Look through the listing below for the string "center". Show each line where it occurs.

* [Excerpted records]:
#####

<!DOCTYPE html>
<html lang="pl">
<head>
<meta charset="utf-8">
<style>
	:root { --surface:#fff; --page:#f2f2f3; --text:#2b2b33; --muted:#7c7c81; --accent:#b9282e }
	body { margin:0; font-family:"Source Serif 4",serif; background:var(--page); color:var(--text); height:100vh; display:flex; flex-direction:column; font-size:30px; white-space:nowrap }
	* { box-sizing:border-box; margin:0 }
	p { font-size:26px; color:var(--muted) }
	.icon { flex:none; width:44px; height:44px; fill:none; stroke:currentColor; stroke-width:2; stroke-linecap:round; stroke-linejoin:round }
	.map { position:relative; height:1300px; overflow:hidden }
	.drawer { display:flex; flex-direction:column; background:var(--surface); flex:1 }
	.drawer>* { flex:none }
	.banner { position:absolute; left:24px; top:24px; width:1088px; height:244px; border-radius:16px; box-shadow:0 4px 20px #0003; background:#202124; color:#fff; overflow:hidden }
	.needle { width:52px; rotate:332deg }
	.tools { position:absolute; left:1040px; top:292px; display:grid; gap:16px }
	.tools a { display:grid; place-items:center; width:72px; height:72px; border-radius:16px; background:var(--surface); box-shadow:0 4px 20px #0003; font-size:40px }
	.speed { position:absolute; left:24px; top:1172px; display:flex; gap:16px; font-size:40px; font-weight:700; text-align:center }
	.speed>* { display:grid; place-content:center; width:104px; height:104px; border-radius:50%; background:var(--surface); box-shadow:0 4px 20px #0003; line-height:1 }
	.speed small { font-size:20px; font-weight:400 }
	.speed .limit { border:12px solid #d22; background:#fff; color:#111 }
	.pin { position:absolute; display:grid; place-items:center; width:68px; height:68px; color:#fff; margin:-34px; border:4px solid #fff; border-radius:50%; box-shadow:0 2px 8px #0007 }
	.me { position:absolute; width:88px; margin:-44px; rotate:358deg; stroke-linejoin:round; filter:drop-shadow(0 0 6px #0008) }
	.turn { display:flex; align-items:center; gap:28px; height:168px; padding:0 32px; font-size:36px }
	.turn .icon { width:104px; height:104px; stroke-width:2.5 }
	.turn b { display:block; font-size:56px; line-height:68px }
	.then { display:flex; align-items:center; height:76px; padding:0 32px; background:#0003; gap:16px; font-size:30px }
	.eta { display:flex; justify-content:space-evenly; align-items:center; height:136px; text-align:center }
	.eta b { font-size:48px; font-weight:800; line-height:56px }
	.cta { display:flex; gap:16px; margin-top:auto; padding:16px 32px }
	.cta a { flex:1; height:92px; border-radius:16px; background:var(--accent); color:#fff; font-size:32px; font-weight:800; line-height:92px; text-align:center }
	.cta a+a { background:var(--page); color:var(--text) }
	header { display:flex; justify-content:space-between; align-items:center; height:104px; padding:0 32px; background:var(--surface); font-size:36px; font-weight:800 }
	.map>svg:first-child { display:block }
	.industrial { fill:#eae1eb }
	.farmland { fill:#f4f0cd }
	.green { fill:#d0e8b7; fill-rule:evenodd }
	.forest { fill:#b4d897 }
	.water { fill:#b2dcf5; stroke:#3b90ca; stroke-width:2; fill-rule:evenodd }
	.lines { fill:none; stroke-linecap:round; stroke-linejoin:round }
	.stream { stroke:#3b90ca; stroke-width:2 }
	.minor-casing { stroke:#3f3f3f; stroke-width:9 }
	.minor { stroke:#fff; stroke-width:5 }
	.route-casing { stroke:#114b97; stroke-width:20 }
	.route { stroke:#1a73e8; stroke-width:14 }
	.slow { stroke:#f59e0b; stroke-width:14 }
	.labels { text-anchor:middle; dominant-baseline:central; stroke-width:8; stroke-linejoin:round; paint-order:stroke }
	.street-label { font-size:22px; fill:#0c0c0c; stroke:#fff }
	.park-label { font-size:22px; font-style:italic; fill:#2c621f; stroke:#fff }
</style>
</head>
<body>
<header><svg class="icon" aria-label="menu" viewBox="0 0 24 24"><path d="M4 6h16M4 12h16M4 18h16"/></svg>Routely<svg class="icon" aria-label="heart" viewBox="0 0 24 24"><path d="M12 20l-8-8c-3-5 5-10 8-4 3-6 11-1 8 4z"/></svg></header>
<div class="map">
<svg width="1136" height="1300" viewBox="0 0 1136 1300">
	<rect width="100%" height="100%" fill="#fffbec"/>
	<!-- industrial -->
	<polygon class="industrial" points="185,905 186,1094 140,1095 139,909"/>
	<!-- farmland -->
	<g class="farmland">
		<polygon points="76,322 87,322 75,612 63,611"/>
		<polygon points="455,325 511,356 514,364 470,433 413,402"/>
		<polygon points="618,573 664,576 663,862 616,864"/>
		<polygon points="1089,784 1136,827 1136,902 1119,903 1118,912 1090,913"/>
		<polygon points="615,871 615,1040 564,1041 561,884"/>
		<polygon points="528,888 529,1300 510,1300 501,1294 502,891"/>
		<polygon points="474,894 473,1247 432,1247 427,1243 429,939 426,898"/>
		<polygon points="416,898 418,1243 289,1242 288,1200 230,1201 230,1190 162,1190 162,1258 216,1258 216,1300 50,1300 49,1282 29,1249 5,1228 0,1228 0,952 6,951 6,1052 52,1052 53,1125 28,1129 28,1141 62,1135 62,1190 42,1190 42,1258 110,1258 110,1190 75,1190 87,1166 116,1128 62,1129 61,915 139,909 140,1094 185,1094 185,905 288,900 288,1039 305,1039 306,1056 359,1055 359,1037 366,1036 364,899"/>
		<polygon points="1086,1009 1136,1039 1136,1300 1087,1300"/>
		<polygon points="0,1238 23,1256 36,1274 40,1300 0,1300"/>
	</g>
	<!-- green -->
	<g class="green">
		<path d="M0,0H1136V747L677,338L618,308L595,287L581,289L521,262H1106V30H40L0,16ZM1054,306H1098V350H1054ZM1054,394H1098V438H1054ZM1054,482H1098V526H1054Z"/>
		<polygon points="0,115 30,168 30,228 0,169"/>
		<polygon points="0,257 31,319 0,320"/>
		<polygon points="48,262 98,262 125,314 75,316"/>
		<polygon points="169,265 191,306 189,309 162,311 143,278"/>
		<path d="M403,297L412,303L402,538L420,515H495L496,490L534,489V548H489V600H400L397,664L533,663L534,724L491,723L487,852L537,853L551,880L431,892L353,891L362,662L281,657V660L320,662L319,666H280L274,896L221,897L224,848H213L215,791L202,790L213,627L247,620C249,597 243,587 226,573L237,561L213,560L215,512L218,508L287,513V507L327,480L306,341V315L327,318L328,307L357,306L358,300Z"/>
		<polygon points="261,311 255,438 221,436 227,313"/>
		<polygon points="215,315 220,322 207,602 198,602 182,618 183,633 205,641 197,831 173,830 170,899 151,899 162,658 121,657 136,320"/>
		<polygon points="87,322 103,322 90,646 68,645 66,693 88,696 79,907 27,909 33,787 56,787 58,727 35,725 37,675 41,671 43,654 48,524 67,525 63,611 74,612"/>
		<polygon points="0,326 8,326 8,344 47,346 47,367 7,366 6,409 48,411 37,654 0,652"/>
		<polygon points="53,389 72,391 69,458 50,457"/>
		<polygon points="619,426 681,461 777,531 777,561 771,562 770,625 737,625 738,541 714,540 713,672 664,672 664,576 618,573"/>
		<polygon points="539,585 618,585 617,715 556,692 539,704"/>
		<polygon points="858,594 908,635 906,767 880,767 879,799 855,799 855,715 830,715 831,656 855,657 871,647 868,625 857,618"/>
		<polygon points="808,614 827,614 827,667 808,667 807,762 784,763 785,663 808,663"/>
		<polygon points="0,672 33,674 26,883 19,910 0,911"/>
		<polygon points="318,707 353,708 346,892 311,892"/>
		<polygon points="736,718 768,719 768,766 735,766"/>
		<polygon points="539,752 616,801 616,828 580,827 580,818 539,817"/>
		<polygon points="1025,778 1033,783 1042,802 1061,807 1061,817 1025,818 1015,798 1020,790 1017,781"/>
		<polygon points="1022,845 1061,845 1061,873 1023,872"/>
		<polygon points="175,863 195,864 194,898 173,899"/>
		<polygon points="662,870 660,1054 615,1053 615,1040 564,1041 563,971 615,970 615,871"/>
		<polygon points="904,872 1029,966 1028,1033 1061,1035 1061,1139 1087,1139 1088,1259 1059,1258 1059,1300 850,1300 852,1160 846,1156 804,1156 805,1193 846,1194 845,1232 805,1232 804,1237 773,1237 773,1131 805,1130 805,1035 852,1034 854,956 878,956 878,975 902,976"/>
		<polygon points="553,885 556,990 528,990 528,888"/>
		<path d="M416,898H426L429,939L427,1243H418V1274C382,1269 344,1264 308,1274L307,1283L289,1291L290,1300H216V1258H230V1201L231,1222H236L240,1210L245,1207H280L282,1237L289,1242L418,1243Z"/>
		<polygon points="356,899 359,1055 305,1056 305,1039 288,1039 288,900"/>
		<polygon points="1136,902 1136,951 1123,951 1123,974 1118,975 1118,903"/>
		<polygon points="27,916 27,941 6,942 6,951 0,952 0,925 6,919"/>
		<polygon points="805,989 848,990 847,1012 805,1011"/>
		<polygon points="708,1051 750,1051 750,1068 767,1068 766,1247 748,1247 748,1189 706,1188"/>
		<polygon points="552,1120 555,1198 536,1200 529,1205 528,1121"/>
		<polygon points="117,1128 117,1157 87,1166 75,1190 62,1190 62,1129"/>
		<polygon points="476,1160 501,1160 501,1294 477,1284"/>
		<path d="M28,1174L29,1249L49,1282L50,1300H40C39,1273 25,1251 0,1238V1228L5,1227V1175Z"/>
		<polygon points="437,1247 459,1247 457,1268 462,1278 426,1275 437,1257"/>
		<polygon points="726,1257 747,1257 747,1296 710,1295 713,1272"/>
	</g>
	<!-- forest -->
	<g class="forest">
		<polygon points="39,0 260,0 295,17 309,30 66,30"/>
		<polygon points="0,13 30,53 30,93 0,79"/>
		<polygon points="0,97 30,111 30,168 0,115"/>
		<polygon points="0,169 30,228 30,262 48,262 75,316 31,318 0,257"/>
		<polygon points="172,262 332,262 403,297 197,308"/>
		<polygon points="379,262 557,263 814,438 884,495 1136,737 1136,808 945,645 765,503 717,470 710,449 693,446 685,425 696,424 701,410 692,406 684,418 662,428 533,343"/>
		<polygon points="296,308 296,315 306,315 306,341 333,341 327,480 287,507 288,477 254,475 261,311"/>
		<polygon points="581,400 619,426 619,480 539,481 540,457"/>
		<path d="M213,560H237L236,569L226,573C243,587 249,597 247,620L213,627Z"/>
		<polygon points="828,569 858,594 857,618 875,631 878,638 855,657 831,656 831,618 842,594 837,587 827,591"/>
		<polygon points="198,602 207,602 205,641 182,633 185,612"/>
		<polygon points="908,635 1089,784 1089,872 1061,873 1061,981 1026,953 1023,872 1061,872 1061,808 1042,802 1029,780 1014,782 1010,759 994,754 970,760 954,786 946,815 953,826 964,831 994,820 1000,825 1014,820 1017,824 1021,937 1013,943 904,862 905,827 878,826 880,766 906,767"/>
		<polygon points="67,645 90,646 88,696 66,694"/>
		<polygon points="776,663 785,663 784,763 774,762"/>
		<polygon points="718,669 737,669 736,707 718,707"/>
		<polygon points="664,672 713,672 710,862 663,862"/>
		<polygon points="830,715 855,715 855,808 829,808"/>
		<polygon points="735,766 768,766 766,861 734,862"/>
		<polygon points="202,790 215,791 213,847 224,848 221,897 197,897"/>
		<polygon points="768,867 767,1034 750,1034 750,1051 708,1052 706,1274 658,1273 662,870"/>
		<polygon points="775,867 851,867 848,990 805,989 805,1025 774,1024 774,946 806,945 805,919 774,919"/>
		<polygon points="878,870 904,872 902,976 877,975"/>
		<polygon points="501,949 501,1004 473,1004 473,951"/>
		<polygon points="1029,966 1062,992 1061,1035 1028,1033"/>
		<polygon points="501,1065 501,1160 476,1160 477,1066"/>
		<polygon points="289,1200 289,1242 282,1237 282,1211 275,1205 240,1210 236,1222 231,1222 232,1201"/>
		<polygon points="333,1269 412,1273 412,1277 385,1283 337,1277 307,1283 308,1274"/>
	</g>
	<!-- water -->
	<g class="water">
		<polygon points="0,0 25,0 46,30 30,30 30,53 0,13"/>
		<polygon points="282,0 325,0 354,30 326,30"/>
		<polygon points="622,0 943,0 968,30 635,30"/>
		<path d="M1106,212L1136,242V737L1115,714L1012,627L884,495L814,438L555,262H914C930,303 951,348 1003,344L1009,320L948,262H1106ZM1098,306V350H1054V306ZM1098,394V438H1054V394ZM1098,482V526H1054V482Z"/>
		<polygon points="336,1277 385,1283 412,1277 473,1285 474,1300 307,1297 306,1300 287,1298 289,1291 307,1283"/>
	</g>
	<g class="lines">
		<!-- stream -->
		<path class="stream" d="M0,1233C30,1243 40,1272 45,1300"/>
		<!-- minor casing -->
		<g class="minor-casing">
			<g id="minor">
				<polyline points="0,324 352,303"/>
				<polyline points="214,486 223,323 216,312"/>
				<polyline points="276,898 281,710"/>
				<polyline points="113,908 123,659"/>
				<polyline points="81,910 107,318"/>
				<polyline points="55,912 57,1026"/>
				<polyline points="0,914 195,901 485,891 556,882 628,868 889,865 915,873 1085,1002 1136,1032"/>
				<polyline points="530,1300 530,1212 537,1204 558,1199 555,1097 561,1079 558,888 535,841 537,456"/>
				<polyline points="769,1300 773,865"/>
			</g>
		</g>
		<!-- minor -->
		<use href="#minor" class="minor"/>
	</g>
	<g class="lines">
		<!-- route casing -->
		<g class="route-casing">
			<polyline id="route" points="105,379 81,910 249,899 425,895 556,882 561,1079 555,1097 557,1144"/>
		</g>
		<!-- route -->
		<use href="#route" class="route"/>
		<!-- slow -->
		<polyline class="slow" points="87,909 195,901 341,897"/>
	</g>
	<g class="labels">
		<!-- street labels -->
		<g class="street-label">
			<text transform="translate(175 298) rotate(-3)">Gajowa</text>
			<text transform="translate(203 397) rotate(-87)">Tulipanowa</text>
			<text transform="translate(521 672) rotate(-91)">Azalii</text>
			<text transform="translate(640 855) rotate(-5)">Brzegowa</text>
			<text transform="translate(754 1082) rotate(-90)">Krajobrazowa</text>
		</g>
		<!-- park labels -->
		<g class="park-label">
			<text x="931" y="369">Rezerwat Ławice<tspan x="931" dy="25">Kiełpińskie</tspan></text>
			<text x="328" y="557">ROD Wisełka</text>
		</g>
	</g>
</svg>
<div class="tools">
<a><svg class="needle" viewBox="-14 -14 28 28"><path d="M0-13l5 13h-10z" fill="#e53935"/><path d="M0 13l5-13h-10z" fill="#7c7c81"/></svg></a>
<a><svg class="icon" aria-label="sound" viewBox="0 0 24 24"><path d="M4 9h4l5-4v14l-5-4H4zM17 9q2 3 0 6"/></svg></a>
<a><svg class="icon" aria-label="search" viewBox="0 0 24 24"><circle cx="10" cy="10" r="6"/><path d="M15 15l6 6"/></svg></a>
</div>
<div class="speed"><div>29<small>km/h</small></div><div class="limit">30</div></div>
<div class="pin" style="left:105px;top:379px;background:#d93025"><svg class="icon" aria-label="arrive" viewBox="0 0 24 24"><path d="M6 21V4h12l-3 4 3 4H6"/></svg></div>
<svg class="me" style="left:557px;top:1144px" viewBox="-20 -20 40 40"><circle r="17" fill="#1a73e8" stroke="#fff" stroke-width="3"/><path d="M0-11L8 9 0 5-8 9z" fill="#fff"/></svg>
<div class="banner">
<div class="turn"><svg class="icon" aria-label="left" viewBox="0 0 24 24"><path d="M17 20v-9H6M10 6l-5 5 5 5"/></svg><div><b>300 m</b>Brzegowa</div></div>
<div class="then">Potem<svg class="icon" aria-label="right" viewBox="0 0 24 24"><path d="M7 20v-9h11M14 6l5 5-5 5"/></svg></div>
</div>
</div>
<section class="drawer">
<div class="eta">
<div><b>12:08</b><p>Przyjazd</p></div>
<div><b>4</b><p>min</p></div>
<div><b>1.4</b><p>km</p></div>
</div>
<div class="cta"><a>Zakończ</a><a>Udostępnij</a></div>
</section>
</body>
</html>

#####

* [The completed task]:
	.tools a { display:grid; place-items:center; width:72px; height:72px; border-radius:16px; background:var(--surface); box-shadow:0 4px 20px #0003; font-size:40px }
	.speed { position:absolute; left:24px; top:1172px; display:flex; gap:16px; font-size:40px; font-weight:700; text-align:center }
	.speed>* { display:grid; place-content:center; width:104px; height:104px; border-radius:50%; background:var(--surface); box-shadow:0 4px 20px #0003; line-height:1 }
	.pin { position:absolute; display:grid; place-items:center; width:68px; height:68px; color:#fff; margin:-34px; border:4px solid #fff; border-radius:50%; box-shadow:0 2px 8px #0007 }
	.turn { display:flex; align-items:center; gap:28px; height:168px; padding:0 32px; font-size:36px }
	.then { display:flex; align-items:center; height:76px; padding:0 32px; background:#0003; gap:16px; font-size:30px }
	.eta { display:flex; justify-content:space-evenly; align-items:center; height:136px; text-align:center }
	.cta a { flex:1; height:92px; border-radius:16px; background:var(--accent); color:#fff; font-size:32px; font-weight:800; line-height:92px; text-align:center }
	header { display:flex; justify-content:space-between; align-items:center; height:104px; padding:0 32px; background:var(--surface); font-size:36px; font-weight:800 }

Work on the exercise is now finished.